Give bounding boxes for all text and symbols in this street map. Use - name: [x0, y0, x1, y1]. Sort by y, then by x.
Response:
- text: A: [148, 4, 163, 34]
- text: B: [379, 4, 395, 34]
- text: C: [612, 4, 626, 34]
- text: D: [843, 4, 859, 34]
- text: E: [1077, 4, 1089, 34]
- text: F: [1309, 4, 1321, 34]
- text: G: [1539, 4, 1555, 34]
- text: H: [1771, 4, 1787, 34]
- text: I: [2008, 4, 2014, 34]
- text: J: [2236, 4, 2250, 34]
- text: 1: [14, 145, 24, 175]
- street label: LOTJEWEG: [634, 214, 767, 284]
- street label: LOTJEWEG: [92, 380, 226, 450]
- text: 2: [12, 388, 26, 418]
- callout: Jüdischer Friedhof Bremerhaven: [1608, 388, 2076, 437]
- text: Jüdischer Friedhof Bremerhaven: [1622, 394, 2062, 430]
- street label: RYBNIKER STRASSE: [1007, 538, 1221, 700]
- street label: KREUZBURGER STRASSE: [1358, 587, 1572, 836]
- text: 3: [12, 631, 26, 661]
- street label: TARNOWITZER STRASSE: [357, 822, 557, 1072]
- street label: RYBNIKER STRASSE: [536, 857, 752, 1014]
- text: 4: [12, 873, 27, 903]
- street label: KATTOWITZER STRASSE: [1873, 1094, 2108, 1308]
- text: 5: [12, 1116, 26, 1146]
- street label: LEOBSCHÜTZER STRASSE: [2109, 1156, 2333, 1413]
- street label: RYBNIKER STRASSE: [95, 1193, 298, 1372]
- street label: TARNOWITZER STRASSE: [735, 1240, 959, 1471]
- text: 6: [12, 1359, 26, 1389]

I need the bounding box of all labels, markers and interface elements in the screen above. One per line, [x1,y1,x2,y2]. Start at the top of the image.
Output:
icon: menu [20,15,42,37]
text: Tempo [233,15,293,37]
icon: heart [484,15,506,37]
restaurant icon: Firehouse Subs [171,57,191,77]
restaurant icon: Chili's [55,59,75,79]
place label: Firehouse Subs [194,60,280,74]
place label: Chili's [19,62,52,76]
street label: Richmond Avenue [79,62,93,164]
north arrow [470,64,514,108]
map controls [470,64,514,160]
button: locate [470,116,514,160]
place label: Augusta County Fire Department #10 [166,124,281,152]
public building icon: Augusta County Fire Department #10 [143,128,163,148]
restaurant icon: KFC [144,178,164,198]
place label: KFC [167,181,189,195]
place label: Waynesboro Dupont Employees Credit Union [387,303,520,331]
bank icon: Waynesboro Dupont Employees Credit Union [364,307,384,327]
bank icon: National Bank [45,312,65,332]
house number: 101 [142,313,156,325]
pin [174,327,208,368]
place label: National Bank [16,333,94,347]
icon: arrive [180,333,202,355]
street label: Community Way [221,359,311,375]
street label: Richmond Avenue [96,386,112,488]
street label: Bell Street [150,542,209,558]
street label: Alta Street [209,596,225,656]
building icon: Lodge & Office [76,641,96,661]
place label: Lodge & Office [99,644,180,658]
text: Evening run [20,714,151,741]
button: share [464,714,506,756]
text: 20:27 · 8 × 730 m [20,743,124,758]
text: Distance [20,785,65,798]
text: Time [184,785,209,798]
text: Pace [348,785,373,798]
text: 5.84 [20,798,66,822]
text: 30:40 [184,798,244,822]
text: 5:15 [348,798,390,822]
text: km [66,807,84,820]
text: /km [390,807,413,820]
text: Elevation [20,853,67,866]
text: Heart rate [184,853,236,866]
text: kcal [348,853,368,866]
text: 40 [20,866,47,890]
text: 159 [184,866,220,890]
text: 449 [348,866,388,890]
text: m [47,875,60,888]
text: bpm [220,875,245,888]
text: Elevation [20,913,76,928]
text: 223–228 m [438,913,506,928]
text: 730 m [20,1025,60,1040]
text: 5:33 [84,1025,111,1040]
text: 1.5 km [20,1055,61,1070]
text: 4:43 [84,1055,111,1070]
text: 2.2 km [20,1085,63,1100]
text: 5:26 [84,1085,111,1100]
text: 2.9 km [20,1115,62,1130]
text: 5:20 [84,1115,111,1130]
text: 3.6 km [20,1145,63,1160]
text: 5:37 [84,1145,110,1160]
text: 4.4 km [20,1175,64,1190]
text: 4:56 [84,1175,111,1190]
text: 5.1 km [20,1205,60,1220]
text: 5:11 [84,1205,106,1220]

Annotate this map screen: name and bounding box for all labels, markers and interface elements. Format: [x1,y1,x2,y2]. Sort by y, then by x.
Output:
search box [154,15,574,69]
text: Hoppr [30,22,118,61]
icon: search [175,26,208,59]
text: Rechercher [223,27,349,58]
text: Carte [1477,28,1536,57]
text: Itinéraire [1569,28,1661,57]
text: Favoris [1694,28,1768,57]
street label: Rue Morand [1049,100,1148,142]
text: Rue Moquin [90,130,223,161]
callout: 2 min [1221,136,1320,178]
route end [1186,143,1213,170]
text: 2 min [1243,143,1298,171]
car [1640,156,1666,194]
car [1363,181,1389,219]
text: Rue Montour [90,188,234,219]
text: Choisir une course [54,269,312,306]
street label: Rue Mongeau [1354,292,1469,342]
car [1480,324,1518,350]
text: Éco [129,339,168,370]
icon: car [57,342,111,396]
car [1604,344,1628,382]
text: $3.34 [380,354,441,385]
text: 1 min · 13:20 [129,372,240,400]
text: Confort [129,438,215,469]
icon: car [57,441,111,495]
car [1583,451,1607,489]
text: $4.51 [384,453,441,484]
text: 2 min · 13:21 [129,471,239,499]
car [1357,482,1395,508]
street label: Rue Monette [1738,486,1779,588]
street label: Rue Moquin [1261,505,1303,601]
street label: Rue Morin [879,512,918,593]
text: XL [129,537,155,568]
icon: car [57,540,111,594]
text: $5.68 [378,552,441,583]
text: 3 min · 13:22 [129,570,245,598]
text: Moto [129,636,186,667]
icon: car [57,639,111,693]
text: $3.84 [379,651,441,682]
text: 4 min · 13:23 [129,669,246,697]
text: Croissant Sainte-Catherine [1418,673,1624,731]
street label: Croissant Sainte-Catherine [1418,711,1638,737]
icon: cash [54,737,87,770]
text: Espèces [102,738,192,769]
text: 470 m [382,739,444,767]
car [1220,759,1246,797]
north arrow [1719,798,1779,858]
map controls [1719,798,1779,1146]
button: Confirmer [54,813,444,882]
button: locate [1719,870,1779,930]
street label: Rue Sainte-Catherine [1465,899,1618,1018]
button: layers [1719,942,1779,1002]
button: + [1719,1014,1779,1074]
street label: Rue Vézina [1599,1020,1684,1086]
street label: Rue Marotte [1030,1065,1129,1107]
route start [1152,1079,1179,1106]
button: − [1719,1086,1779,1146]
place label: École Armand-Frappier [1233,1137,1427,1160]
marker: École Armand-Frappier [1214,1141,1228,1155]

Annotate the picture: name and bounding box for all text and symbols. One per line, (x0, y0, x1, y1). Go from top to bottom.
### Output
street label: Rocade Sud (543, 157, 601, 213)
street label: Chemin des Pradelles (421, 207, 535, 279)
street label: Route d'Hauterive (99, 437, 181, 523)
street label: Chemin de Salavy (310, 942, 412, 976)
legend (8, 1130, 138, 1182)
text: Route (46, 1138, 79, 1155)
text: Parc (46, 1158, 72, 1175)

- - - - - - -

§ AIM OF THE EXERCISE
All of the records go in your answer, copied exactly.

§ ANSWER BOX
Give bounding boxes for all text and symbols in this street map. Use - name: [x0, y0, x1, y1]. Sort by y, then by x.
Response:
- text: A: [148, 4, 163, 34]
- text: B: [379, 4, 395, 34]
- text: C: [612, 4, 626, 34]
- text: D: [843, 4, 859, 34]
- text: E: [1077, 4, 1089, 34]
- text: F: [1309, 4, 1321, 34]
- text: G: [1539, 4, 1555, 34]
- text: H: [1771, 4, 1787, 34]
- text: I: [2008, 4, 2014, 34]
- text: J: [2236, 4, 2250, 34]
- text: 1: [14, 145, 24, 175]
- street label: LOTJEWEG: [634, 214, 767, 284]
- street label: LOTJEWEG: [92, 380, 226, 450]
- text: 2: [12, 388, 26, 418]
- callout: Jüdischer Friedhof Bremerhaven: [1608, 388, 2076, 437]
- text: Jüdischer Friedhof Bremerhaven: [1622, 394, 2062, 430]
- street label: RYBNIKER STRASSE: [1007, 538, 1221, 700]
- street label: KREUZBURGER STRASSE: [1358, 587, 1572, 836]
- text: 3: [12, 631, 26, 661]
- street label: TARNOWITZER STRASSE: [357, 822, 557, 1072]
- street label: RYBNIKER STRASSE: [536, 857, 752, 1014]
- text: 4: [12, 873, 27, 903]
- street label: KATTOWITZER STRASSE: [1873, 1094, 2108, 1308]
- text: 5: [12, 1116, 26, 1146]
- street label: LEOBSCHÜTZER STRASSE: [2109, 1156, 2333, 1413]
- street label: RYBNIKER STRASSE: [95, 1193, 298, 1372]
- street label: TARNOWITZER STRASSE: [735, 1240, 959, 1471]
- text: 6: [12, 1359, 26, 1389]

I need the bounding box of all labels, markers and interface elements in the screen above. One per line, [x1,y1,x2,y2]. Start at the top of the image.
Output:
icon: menu [20,15,42,37]
text: Tempo [233,15,293,37]
icon: heart [484,15,506,37]
restaurant icon: Firehouse Subs [171,57,191,77]
restaurant icon: Chili's [55,59,75,79]
place label: Firehouse Subs [194,60,280,74]
place label: Chili's [19,62,52,76]
street label: Richmond Avenue [79,62,93,164]
north arrow [470,64,514,108]
map controls [470,64,514,160]
button: locate [470,116,514,160]
place label: Augusta County Fire Department #10 [166,124,281,152]
public building icon: Augusta County Fire Department #10 [143,128,163,148]
restaurant icon: KFC [144,178,164,198]
place label: KFC [167,181,189,195]
place label: Waynesboro Dupont Employees Credit Union [387,303,520,331]
bank icon: Waynesboro Dupont Employees Credit Union [364,307,384,327]
bank icon: National Bank [45,312,65,332]
house number: 101 [142,313,156,325]
pin [174,327,208,368]
place label: National Bank [16,333,94,347]
icon: arrive [180,333,202,355]
street label: Community Way [221,359,311,375]
street label: Richmond Avenue [96,386,112,488]
street label: Bell Street [150,542,209,558]
street label: Alta Street [209,596,225,656]
building icon: Lodge & Office [76,641,96,661]
place label: Lodge & Office [99,644,180,658]
text: Evening run [20,714,151,741]
button: share [464,714,506,756]
text: 20:27 · 8 × 730 m [20,743,124,758]
text: Distance [20,785,65,798]
text: Time [184,785,209,798]
text: Pace [348,785,373,798]
text: 5.84 [20,798,66,822]
text: 30:40 [184,798,244,822]
text: 5:15 [348,798,390,822]
text: km [66,807,84,820]
text: /km [390,807,413,820]
text: Elevation [20,853,67,866]
text: Heart rate [184,853,236,866]
text: kcal [348,853,368,866]
text: 40 [20,866,47,890]
text: 159 [184,866,220,890]
text: 449 [348,866,388,890]
text: m [47,875,60,888]
text: bpm [220,875,245,888]
text: Elevation [20,913,76,928]
text: 223–228 m [438,913,506,928]
text: 730 m [20,1025,60,1040]
text: 5:33 [84,1025,111,1040]
text: 1.5 km [20,1055,61,1070]
text: 4:43 [84,1055,111,1070]
text: 2.2 km [20,1085,63,1100]
text: 5:26 [84,1085,111,1100]
text: 2.9 km [20,1115,62,1130]
text: 5:20 [84,1115,111,1130]
text: 3.6 km [20,1145,63,1160]
text: 5:37 [84,1145,110,1160]
text: 4.4 km [20,1175,64,1190]
text: 4:56 [84,1175,111,1190]
text: 5.1 km [20,1205,60,1220]
text: 5:11 [84,1205,106,1220]

Annotate this map screen: name and bounding box for all labels, markers and interface elements. Format: [x1,y1,x2,y2]. Sort by y, then by x.
Output:
search box [154,15,574,69]
text: Hoppr [30,22,118,61]
icon: search [175,26,208,59]
text: Rechercher [223,27,349,58]
text: Carte [1477,28,1536,57]
text: Itinéraire [1569,28,1661,57]
text: Favoris [1694,28,1768,57]
street label: Rue Morand [1049,100,1148,142]
text: Rue Moquin [90,130,223,161]
callout: 2 min [1221,136,1320,178]
route end [1186,143,1213,170]
text: 2 min [1243,143,1298,171]
car [1640,156,1666,194]
car [1363,181,1389,219]
text: Rue Montour [90,188,234,219]
text: Choisir une course [54,269,312,306]
street label: Rue Mongeau [1354,292,1469,342]
car [1480,324,1518,350]
text: Éco [129,339,168,370]
icon: car [57,342,111,396]
car [1604,344,1628,382]
text: $3.34 [380,354,441,385]
text: 1 min · 13:20 [129,372,240,400]
text: Confort [129,438,215,469]
icon: car [57,441,111,495]
car [1583,451,1607,489]
text: $4.51 [384,453,441,484]
text: 2 min · 13:21 [129,471,239,499]
car [1357,482,1395,508]
street label: Rue Monette [1738,486,1779,588]
street label: Rue Moquin [1261,505,1303,601]
street label: Rue Morin [879,512,918,593]
text: XL [129,537,155,568]
icon: car [57,540,111,594]
text: $5.68 [378,552,441,583]
text: 3 min · 13:22 [129,570,245,598]
text: Moto [129,636,186,667]
icon: car [57,639,111,693]
text: $3.84 [379,651,441,682]
text: 4 min · 13:23 [129,669,246,697]
text: Croissant Sainte-Catherine [1418,673,1624,731]
street label: Croissant Sainte-Catherine [1418,711,1638,737]
icon: cash [54,737,87,770]
text: Espèces [102,738,192,769]
text: 470 m [382,739,444,767]
car [1220,759,1246,797]
north arrow [1719,798,1779,858]
map controls [1719,798,1779,1146]
button: Confirmer [54,813,444,882]
button: locate [1719,870,1779,930]
street label: Rue Sainte-Catherine [1465,899,1618,1018]
button: layers [1719,942,1779,1002]
button: + [1719,1014,1779,1074]
street label: Rue Vézina [1599,1020,1684,1086]
street label: Rue Marotte [1030,1065,1129,1107]
route start [1152,1079,1179,1106]
button: − [1719,1086,1779,1146]
place label: École Armand-Frappier [1233,1137,1427,1160]
marker: École Armand-Frappier [1214,1141,1228,1155]

Annotate the picture: name and bounding box for all text and symbols. One per line, (x0, y0, x1, y1). Go from top to bottom.
### Output
street label: Rocade Sud (543, 157, 601, 213)
street label: Chemin des Pradelles (421, 207, 535, 279)
street label: Route d'Hauterive (99, 437, 181, 523)
street label: Chemin de Salavy (310, 942, 412, 976)
legend (8, 1130, 138, 1182)
text: Route (46, 1138, 79, 1155)
text: Parc (46, 1158, 72, 1175)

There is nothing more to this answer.